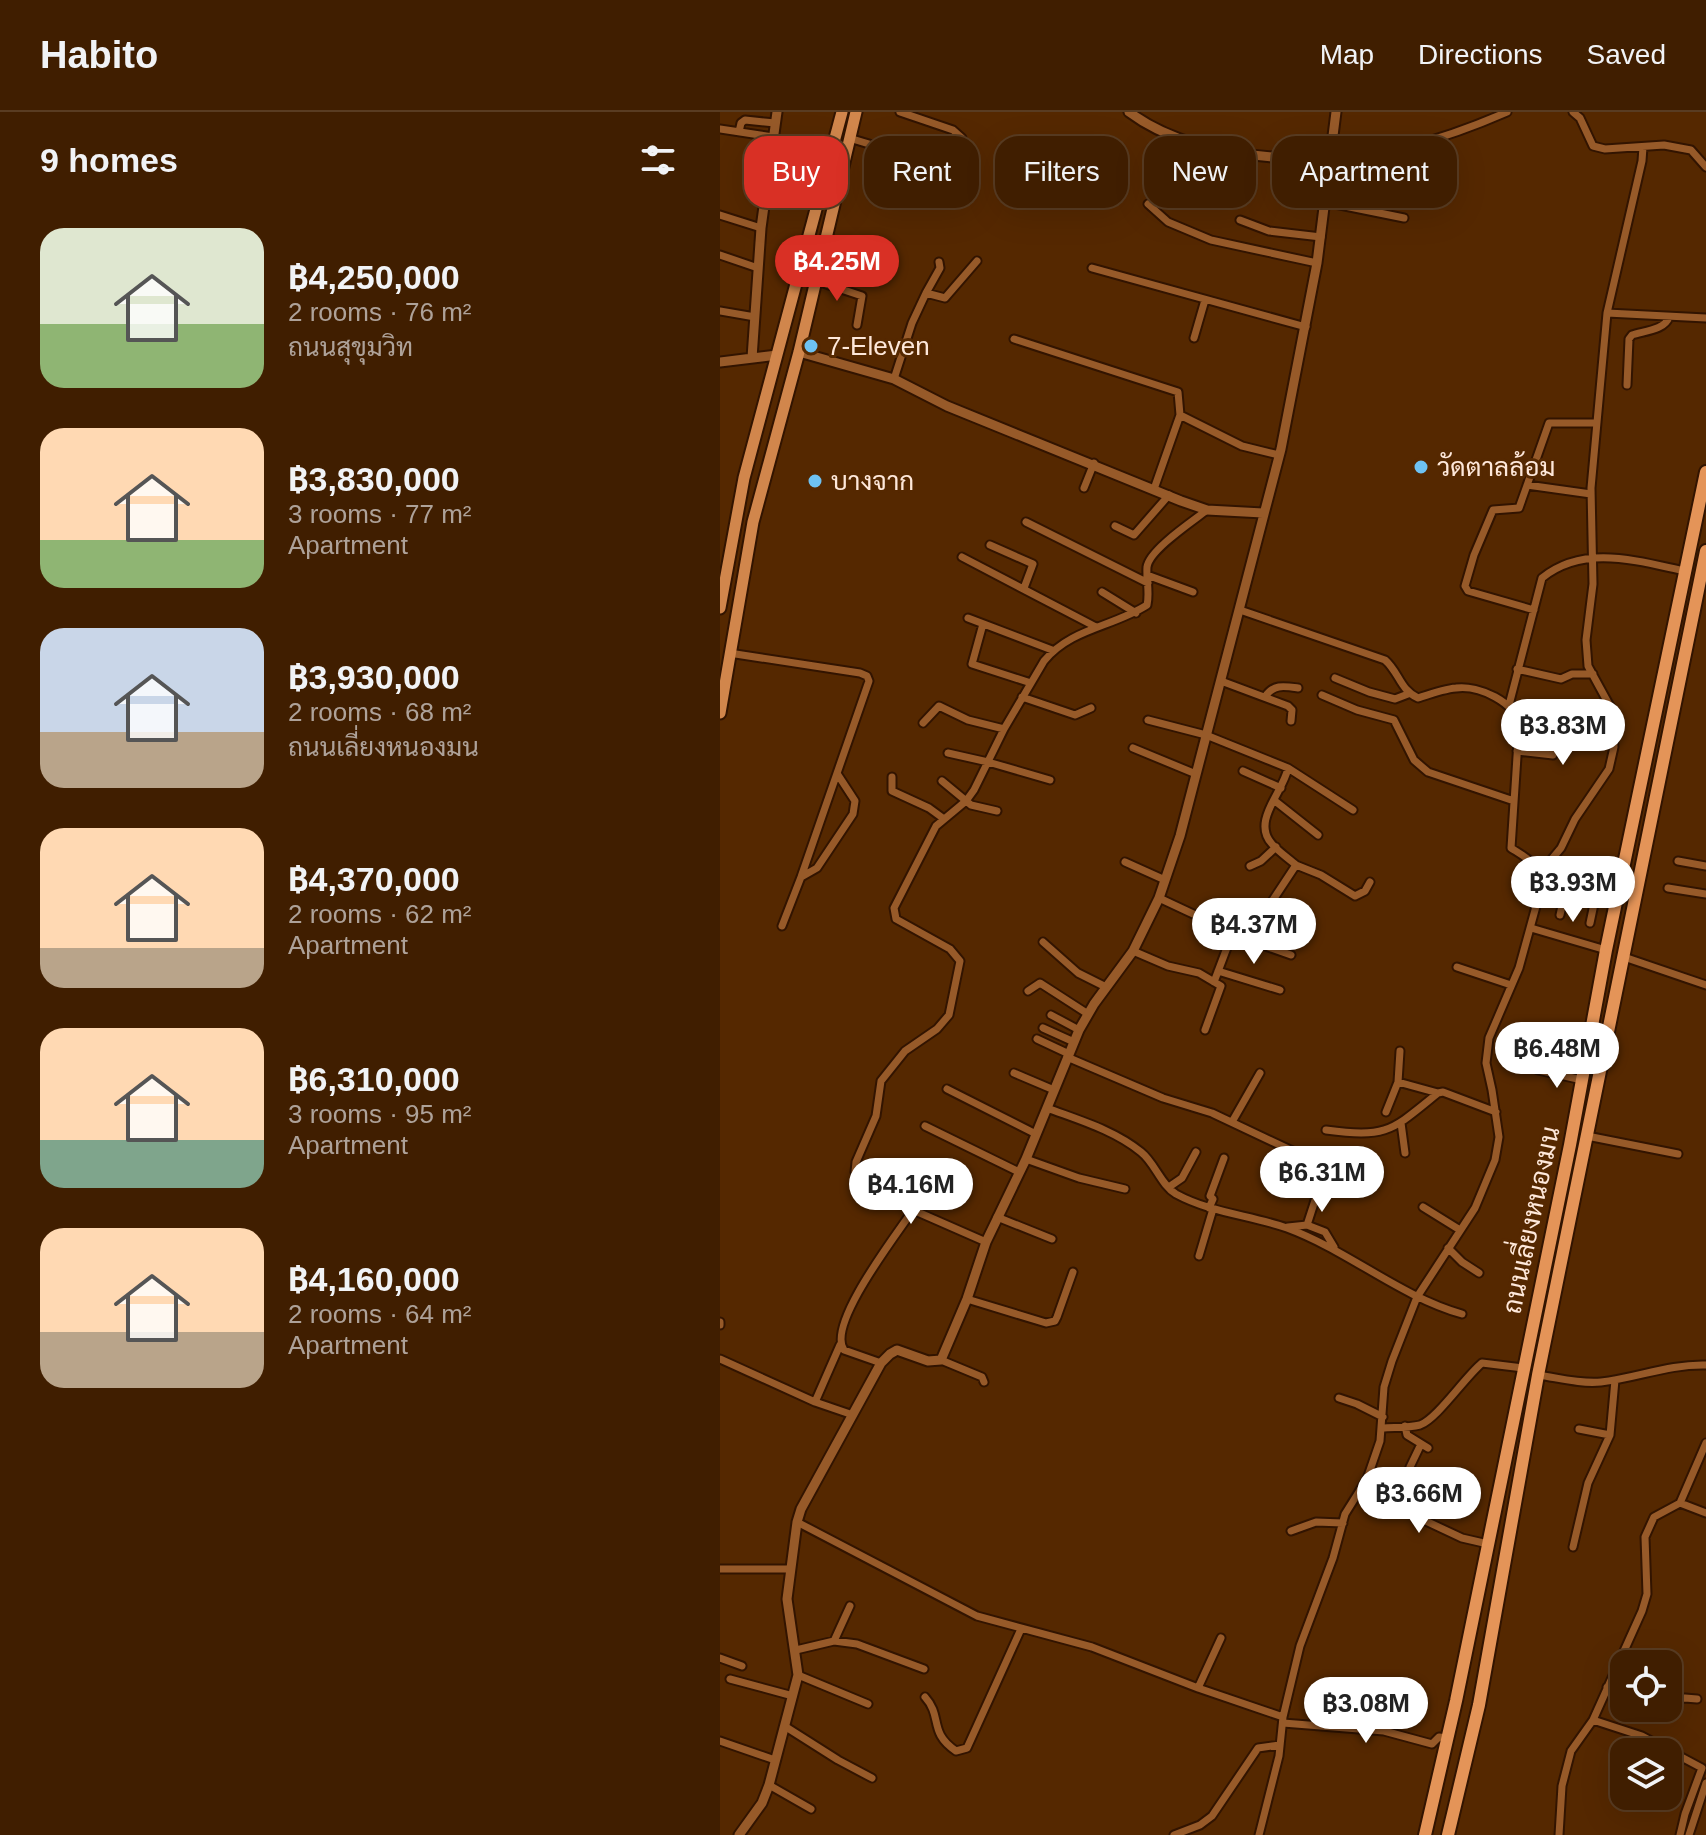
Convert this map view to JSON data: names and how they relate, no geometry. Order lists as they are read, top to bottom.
{
  "streets": {
    "highway": ["ถนนเลี่ยงหนองมน"]
  },
  "places": ["7-Eleven", "วัดตาลล้อม", "บางจาก"],
  "page": {
    "header": "Habito",
    "nav": ["Map", "Directions", "Saved"],
    "heading": "9 homes",
    "chip": [
      "Buy",
      "Rent",
      "Filters",
      "New",
      "Apartment"
    ],
    "list": [
      {
        "name": "฿4,250,000",
        "note": "2 rooms · 76 m² · ถนนสุขุมวิท"
      },
      {
        "name": "฿3,830,000",
        "note": "3 rooms · 77 m² · Apartment"
      },
      {
        "name": "฿3,930,000",
        "note": "2 rooms · 68 m² · ถนนเลี่ยงหนองมน"
      },
      {
        "name": "฿4,370,000",
        "note": "2 rooms · 62 m² · Apartment"
      },
      {
        "name": "฿6,310,000",
        "note": "3 rooms · 95 m² · Apartment"
      },
      {
        "name": "฿4,160,000",
        "note": "2 rooms · 64 m² · Apartment"
      }
    ],
    "price": [
      "฿4.25M",
      "฿3.83M",
      "฿3.93M",
      "฿4.37M",
      "฿6.48M",
      "฿6.31M",
      "฿4.16M",
      "฿3.66M",
      "฿3.08M"
    ]
  }
}
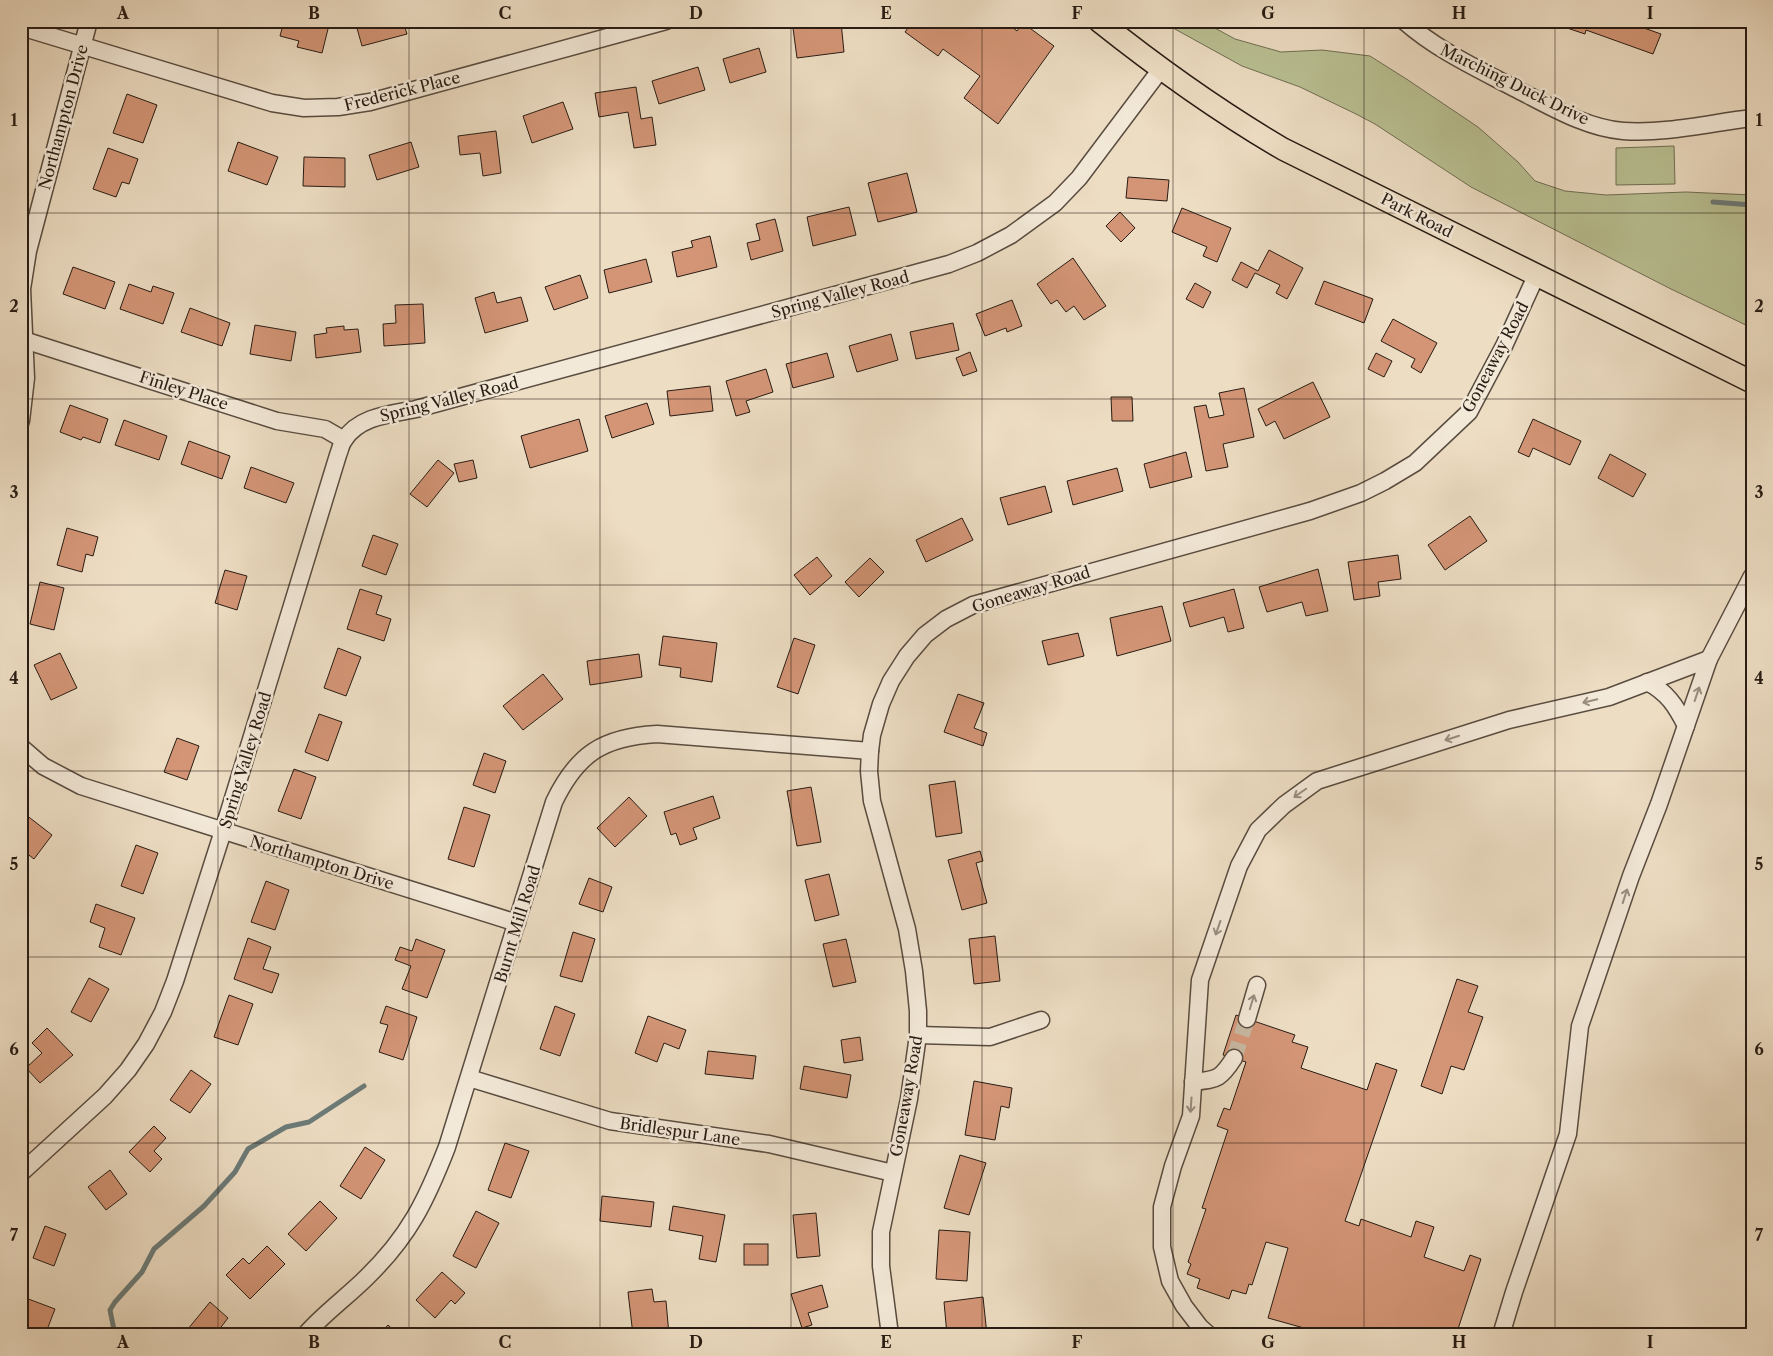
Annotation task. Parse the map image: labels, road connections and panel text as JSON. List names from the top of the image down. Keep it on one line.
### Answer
{"streets":{"main road":["Park Road"],"street":["Marching Duck Drive","Frederick Place","Northampton Drive","Spring Valley Road","Goneaway Road","Finley Place","Burnt Mill Road","Bridlespur Lane"]},"crossings":[["Frederick Place","Northampton Drive"],["Northampton Drive","Spring Valley Road"],["Northampton Drive","Finley Place"],["Northampton Drive","Burnt Mill Road"],["Park Road","Spring Valley Road"],["Park Road","Goneaway Road"],["Spring Valley Road","Finley Place"],["Goneaway Road","Burnt Mill Road"],["Goneaway Road","Bridlespur Lane"],["Burnt Mill Road","Bridlespur Lane"]],"grid":{"columns":["A","B","C","D","E","F","G","H","I"],"rows":["1","2","3","4","5","6","7"]}}
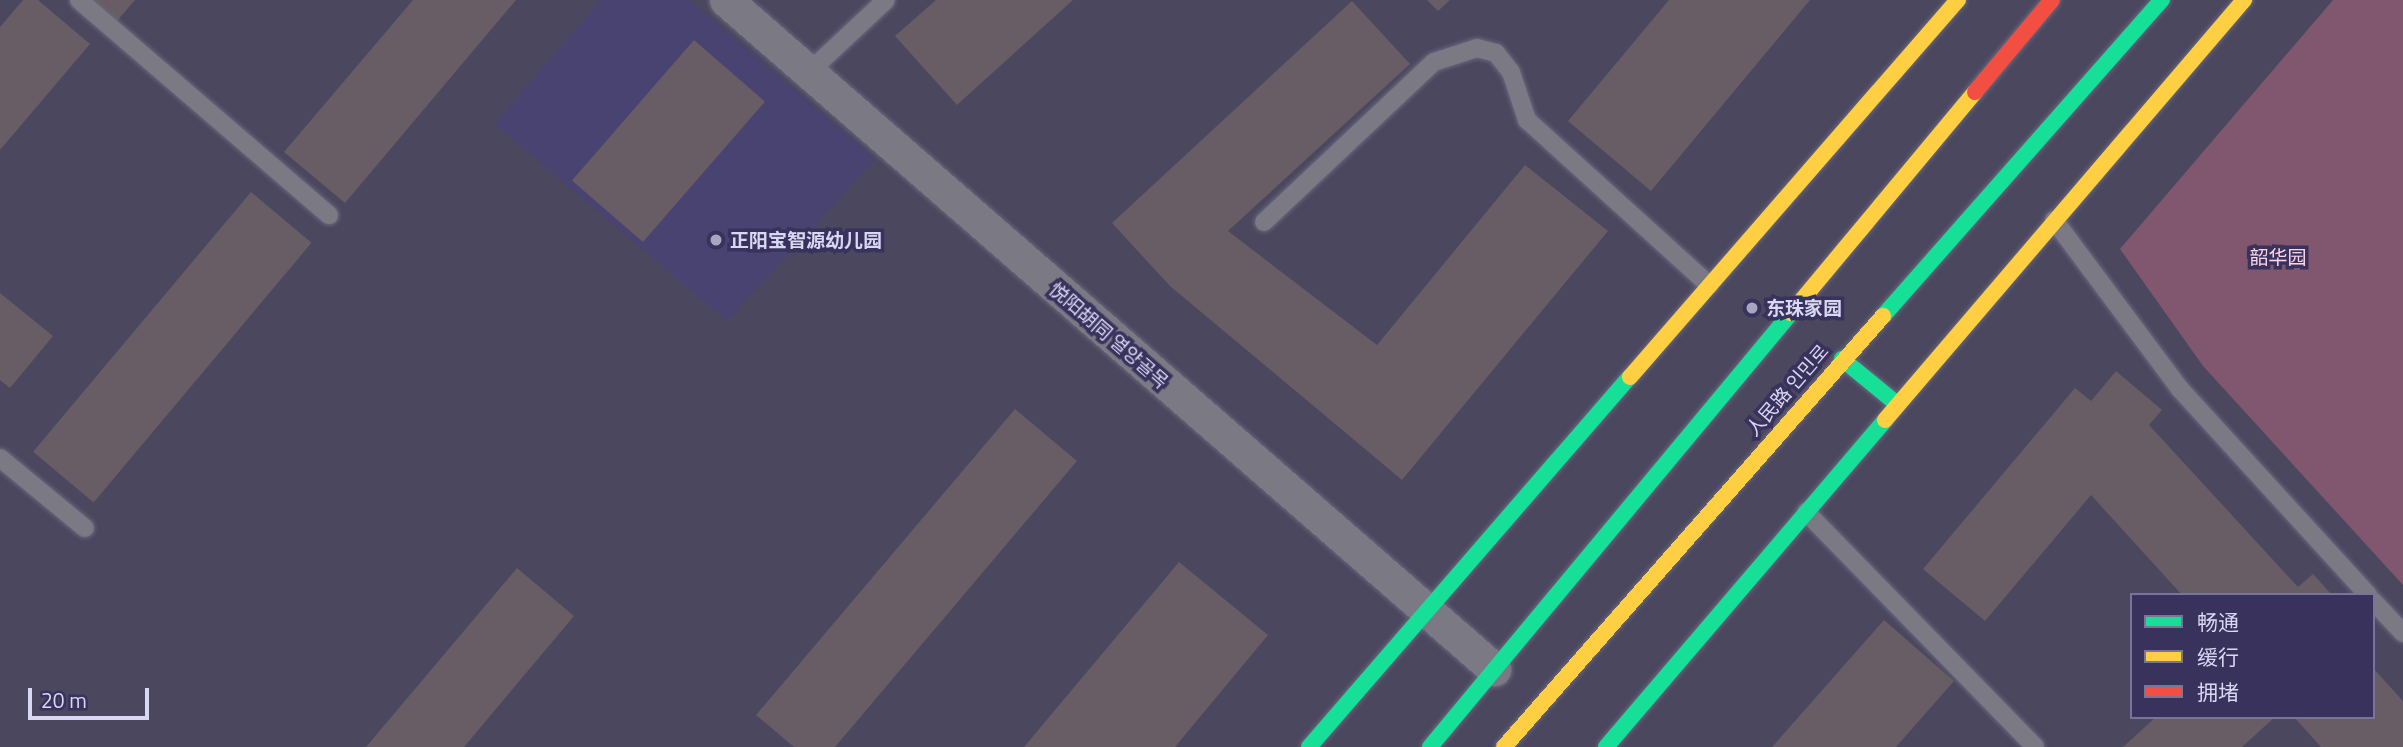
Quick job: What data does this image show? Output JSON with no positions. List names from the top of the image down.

● ● ● ●

**What the task requires**
Return every line of the material in which the word "down" is found.

**Response to this task**
Annotation task. Parse the map image: labels, road connections and panel text as JSON. List names from the top of the image down. Keep it on one line.
Quick job: What data does this image show? Output JSON with no positions. List names from the top of the image down.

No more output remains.